◆ Problem requirements
Every line containing the word "Diamond" is to be copied from the data below.

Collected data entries

━━━━━━━━━━

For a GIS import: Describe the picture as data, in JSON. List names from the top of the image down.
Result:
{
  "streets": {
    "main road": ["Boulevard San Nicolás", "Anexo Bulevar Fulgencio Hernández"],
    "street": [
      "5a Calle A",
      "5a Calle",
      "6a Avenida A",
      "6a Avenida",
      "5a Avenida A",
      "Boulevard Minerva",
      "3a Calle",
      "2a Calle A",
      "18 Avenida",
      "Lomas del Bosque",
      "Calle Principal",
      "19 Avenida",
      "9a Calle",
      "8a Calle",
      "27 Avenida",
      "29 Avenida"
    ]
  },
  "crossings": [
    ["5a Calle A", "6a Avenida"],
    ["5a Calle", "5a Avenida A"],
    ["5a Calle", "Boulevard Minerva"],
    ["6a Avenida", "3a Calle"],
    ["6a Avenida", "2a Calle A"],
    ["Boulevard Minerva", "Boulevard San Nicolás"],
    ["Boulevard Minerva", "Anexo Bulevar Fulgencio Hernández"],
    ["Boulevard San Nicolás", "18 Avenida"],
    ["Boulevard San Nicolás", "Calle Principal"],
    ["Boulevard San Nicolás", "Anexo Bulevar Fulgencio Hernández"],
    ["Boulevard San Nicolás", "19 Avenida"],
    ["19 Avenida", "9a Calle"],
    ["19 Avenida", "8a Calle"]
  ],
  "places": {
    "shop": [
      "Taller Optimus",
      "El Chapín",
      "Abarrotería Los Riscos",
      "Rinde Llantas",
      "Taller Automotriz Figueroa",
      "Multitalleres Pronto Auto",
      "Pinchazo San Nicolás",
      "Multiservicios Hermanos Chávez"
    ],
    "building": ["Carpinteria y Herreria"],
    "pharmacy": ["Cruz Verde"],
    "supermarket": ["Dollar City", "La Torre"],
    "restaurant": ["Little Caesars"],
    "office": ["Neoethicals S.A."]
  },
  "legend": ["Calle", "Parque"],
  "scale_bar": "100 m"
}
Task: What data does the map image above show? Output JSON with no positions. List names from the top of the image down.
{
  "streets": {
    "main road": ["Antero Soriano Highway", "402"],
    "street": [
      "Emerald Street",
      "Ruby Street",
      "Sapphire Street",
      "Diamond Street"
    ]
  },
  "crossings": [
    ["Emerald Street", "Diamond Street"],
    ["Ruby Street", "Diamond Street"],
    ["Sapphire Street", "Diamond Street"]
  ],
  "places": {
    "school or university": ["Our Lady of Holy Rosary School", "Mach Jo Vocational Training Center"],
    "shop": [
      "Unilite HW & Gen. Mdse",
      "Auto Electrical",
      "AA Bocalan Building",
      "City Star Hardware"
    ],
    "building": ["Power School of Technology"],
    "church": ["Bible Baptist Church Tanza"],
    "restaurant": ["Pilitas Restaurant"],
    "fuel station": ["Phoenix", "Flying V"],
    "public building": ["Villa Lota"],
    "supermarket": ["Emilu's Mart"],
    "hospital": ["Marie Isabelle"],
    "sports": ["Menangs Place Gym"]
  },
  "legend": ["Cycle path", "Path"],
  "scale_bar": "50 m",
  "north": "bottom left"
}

━━━━━━━━━━

◆ Answer for the task
      "Diamond Street"
    ["Emerald Street", "Diamond Street"],
    ["Ruby Street", "Diamond Street"],
    ["Sapphire Street", "Diamond Street"]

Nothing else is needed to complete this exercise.